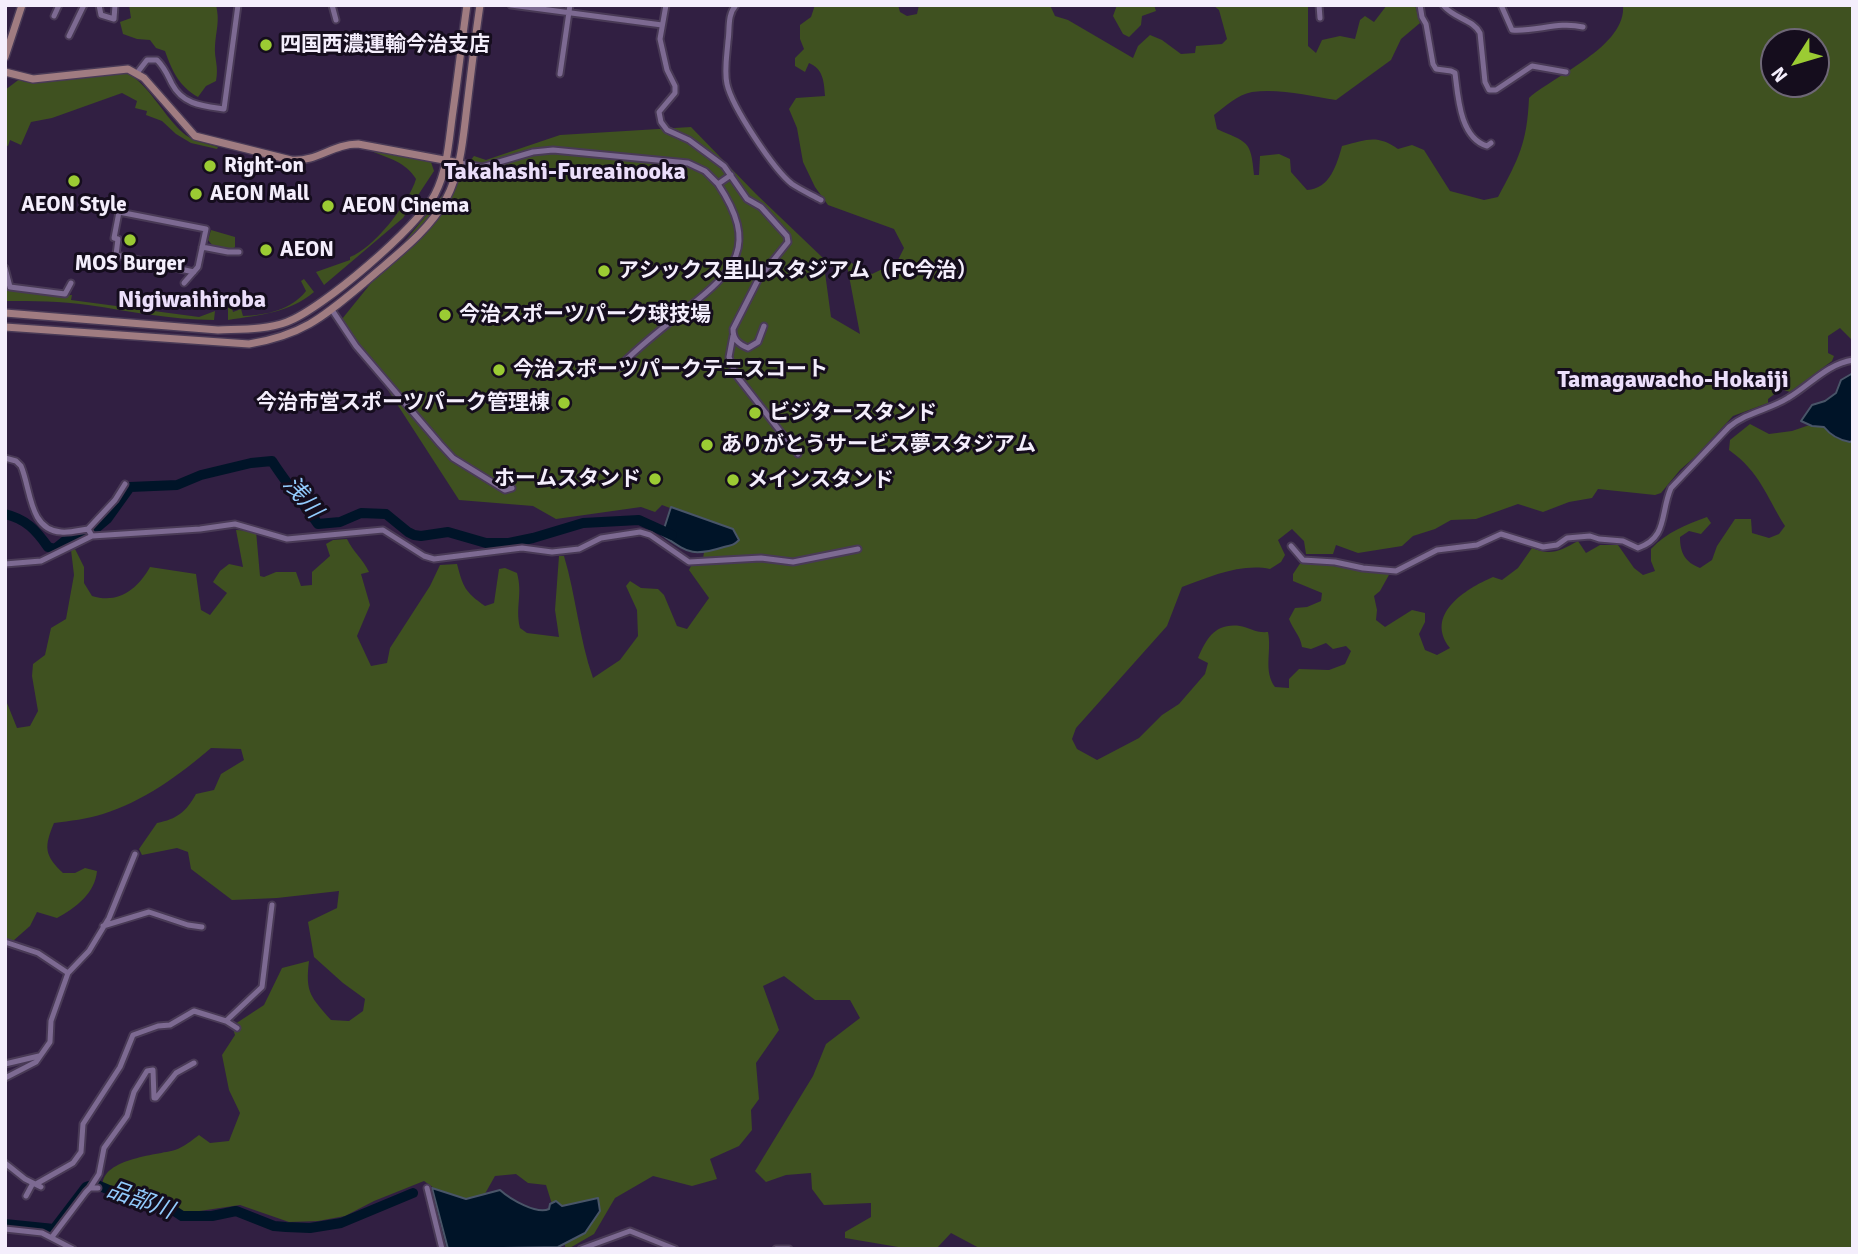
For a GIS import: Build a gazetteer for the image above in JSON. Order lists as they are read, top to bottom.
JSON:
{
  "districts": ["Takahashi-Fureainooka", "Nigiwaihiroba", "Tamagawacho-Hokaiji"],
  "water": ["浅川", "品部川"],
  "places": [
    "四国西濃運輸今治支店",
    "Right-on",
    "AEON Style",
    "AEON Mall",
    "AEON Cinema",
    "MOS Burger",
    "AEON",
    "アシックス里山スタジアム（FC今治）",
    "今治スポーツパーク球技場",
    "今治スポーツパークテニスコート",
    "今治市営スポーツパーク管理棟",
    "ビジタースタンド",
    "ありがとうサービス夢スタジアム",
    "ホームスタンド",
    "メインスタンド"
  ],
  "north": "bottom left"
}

------------

Copy out all the data exactly. No images belong in the copy.

> _Reply to the exercise_
For a GIS import: Build a gazetteer for the image above in JSON. Order lists as they are read, top to bottom.
JSON:
{
  "districts": ["Takahashi-Fureainooka", "Nigiwaihiroba", "Tamagawacho-Hokaiji"],
  "water": ["浅川", "品部川"],
  "places": [
    "四国西濃運輸今治支店",
    "Right-on",
    "AEON Style",
    "AEON Mall",
    "AEON Cinema",
    "MOS Burger",
    "AEON",
    "アシックス里山スタジアム（FC今治）",
    "今治スポーツパーク球技場",
    "今治スポーツパークテニスコート",
    "今治市営スポーツパーク管理棟",
    "ビジタースタンド",
    "ありがとうサービス夢スタジアム",
    "ホームスタンド",
    "メインスタンド"
  ],
  "north": "bottom left"
}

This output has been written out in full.